Work instructions
Some lines of these records may hold the word "Keep"; state how many, using only the number.

Exercise inputs
# # # #
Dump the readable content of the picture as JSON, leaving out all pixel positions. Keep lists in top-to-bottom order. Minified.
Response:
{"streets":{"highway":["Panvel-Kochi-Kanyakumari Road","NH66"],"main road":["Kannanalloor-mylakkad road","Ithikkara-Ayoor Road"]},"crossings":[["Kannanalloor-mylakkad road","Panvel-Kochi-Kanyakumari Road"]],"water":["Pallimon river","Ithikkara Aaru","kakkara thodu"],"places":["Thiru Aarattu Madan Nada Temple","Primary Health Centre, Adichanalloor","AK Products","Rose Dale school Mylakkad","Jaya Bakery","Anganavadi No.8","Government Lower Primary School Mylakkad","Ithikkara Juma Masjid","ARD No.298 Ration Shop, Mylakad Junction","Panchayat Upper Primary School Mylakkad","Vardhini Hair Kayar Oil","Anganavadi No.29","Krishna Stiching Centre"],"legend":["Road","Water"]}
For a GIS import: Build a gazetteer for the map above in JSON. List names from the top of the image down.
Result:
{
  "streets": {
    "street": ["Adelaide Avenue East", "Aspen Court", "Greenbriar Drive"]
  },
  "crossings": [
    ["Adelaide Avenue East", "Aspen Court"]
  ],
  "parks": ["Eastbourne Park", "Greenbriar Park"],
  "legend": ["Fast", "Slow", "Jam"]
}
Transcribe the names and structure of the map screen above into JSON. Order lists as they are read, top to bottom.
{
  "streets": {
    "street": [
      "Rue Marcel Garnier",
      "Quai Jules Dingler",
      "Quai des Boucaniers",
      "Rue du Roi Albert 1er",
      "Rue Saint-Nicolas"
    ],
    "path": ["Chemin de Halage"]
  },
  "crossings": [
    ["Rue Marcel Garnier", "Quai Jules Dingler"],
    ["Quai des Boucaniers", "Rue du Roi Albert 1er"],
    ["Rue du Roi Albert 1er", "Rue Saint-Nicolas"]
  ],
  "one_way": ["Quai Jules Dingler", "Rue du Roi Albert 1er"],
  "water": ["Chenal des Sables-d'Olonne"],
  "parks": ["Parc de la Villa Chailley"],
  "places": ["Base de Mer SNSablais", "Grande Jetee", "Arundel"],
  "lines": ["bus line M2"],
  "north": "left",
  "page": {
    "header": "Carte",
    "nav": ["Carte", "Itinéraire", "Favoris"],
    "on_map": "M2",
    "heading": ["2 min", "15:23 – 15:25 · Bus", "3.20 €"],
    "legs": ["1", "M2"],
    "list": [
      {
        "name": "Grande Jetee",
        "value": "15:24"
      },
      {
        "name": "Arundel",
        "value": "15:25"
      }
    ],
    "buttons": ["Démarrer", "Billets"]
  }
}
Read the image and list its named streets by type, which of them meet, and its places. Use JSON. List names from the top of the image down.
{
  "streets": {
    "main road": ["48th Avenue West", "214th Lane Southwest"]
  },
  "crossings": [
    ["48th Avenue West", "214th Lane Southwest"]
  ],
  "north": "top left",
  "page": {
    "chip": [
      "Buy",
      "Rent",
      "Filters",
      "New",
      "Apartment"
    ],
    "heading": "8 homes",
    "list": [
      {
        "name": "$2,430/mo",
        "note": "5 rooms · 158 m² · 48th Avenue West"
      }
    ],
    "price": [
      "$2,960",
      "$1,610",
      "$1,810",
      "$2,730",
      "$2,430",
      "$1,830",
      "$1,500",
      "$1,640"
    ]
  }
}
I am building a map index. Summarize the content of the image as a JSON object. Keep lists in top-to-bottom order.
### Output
# # # #
Answer space
2